### Exercise requirements
Give the entries again, word for word.

** Opening Dataset entries block **

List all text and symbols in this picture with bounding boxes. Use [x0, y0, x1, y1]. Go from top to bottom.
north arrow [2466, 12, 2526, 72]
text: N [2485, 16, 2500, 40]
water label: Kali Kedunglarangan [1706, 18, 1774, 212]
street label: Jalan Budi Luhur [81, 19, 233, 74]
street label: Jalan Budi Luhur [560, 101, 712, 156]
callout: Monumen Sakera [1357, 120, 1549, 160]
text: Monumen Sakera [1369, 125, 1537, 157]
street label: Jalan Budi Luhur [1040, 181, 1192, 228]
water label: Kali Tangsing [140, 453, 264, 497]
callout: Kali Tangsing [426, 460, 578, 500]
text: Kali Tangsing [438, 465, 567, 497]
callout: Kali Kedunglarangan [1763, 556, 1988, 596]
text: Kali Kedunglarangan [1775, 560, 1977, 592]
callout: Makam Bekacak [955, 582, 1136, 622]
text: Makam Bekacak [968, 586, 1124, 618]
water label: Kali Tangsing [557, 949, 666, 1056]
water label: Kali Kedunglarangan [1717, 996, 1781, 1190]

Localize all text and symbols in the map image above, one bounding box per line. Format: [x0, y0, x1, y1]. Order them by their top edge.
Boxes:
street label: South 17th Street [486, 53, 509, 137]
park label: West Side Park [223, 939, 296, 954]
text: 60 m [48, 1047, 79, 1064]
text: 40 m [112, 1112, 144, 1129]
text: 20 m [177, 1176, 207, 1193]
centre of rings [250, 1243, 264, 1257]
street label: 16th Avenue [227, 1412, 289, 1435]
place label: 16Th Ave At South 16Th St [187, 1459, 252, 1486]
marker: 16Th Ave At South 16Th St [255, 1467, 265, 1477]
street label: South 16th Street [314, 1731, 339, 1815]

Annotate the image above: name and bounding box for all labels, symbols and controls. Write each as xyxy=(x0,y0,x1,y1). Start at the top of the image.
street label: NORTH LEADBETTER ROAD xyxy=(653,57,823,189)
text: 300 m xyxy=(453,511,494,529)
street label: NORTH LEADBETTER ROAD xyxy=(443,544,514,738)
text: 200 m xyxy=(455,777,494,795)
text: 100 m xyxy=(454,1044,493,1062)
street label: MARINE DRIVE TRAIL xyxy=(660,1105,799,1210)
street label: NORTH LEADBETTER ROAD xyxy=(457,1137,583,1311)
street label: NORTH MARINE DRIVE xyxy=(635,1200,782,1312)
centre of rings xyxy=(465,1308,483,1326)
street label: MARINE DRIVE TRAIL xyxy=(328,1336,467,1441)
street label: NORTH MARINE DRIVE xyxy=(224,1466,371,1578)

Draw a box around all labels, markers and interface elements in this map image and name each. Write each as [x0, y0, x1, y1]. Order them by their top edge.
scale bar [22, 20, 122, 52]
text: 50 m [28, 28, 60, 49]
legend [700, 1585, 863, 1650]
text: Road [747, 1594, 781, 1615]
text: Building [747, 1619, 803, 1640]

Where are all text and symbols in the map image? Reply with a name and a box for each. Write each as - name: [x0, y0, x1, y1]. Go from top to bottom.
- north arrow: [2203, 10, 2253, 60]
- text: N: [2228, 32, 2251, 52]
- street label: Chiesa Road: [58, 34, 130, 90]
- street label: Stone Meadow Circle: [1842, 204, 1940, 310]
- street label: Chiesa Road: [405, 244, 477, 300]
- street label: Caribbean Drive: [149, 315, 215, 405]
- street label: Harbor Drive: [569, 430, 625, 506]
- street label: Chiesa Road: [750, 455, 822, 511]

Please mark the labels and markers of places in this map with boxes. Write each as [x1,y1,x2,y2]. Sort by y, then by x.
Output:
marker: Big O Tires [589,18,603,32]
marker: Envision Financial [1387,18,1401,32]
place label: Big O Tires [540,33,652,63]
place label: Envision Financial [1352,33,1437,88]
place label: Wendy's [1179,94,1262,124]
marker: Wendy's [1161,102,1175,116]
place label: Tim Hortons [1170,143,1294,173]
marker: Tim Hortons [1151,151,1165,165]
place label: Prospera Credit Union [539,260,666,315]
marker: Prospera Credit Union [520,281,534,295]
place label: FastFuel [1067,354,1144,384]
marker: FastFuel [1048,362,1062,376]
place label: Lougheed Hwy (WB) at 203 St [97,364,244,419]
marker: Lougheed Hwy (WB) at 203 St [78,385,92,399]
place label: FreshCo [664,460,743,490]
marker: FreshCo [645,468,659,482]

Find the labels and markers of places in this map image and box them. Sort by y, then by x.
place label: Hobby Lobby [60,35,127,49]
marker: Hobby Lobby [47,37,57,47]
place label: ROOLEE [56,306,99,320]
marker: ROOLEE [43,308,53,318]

** Closing Dataset entries block **

### Result of the exercise
List all text and symbols in this picture with bounding boxes. Use [x0, y0, x1, y1]. Go from top to bottom.
north arrow [2466, 12, 2526, 72]
text: N [2485, 16, 2500, 40]
water label: Kali Kedunglarangan [1706, 18, 1774, 212]
street label: Jalan Budi Luhur [81, 19, 233, 74]
street label: Jalan Budi Luhur [560, 101, 712, 156]
callout: Monumen Sakera [1357, 120, 1549, 160]
text: Monumen Sakera [1369, 125, 1537, 157]
street label: Jalan Budi Luhur [1040, 181, 1192, 228]
water label: Kali Tangsing [140, 453, 264, 497]
callout: Kali Tangsing [426, 460, 578, 500]
text: Kali Tangsing [438, 465, 567, 497]
callout: Kali Kedunglarangan [1763, 556, 1988, 596]
text: Kali Kedunglarangan [1775, 560, 1977, 592]
callout: Makam Bekacak [955, 582, 1136, 622]
text: Makam Bekacak [968, 586, 1124, 618]
water label: Kali Tangsing [557, 949, 666, 1056]
water label: Kali Kedunglarangan [1717, 996, 1781, 1190]

Localize all text and symbols in the map image above, one bounding box per line. Format: [x0, y0, x1, y1]. Order them by their top edge.
Boxes:
street label: South 17th Street [486, 53, 509, 137]
park label: West Side Park [223, 939, 296, 954]
text: 60 m [48, 1047, 79, 1064]
text: 40 m [112, 1112, 144, 1129]
text: 20 m [177, 1176, 207, 1193]
centre of rings [250, 1243, 264, 1257]
street label: 16th Avenue [227, 1412, 289, 1435]
place label: 16Th Ave At South 16Th St [187, 1459, 252, 1486]
marker: 16Th Ave At South 16Th St [255, 1467, 265, 1477]
street label: South 16th Street [314, 1731, 339, 1815]

Annotate the image above: name and bounding box for all labels, symbols and controls. Write each as xyxy=(x0,y0,x1,y1). Start at the top of the image.
street label: NORTH LEADBETTER ROAD xyxy=(653,57,823,189)
text: 300 m xyxy=(453,511,494,529)
street label: NORTH LEADBETTER ROAD xyxy=(443,544,514,738)
text: 200 m xyxy=(455,777,494,795)
text: 100 m xyxy=(454,1044,493,1062)
street label: MARINE DRIVE TRAIL xyxy=(660,1105,799,1210)
street label: NORTH LEADBETTER ROAD xyxy=(457,1137,583,1311)
street label: NORTH MARINE DRIVE xyxy=(635,1200,782,1312)
centre of rings xyxy=(465,1308,483,1326)
street label: MARINE DRIVE TRAIL xyxy=(328,1336,467,1441)
street label: NORTH MARINE DRIVE xyxy=(224,1466,371,1578)

Draw a box around all labels, markers and interface elements in this map image and name each. Write each as [x0, y0, x1, y1]. Order them by their top edge.
scale bar [22, 20, 122, 52]
text: 50 m [28, 28, 60, 49]
legend [700, 1585, 863, 1650]
text: Road [747, 1594, 781, 1615]
text: Building [747, 1619, 803, 1640]

Where are all text and symbols in the map image? Reply with a name and a box for each. Write each as - name: [x0, y0, x1, y1]. Go from top to bottom.
- north arrow: [2203, 10, 2253, 60]
- text: N: [2228, 32, 2251, 52]
- street label: Chiesa Road: [58, 34, 130, 90]
- street label: Stone Meadow Circle: [1842, 204, 1940, 310]
- street label: Chiesa Road: [405, 244, 477, 300]
- street label: Caribbean Drive: [149, 315, 215, 405]
- street label: Harbor Drive: [569, 430, 625, 506]
- street label: Chiesa Road: [750, 455, 822, 511]

Please mark the labels and markers of places in this map with boxes. Write each as [x1,y1,x2,y2]. Sort by y, then by x.
Output:
marker: Big O Tires [589,18,603,32]
marker: Envision Financial [1387,18,1401,32]
place label: Big O Tires [540,33,652,63]
place label: Envision Financial [1352,33,1437,88]
place label: Wendy's [1179,94,1262,124]
marker: Wendy's [1161,102,1175,116]
place label: Tim Hortons [1170,143,1294,173]
marker: Tim Hortons [1151,151,1165,165]
place label: Prospera Credit Union [539,260,666,315]
marker: Prospera Credit Union [520,281,534,295]
place label: FastFuel [1067,354,1144,384]
marker: FastFuel [1048,362,1062,376]
place label: Lougheed Hwy (WB) at 203 St [97,364,244,419]
marker: Lougheed Hwy (WB) at 203 St [78,385,92,399]
place label: FreshCo [664,460,743,490]
marker: FreshCo [645,468,659,482]

Find the labels and markers of places in this map image and box them. Sort by y, then by x.
place label: Hobby Lobby [60,35,127,49]
marker: Hobby Lobby [47,37,57,47]
place label: ROOLEE [56,306,99,320]
marker: ROOLEE [43,308,53,318]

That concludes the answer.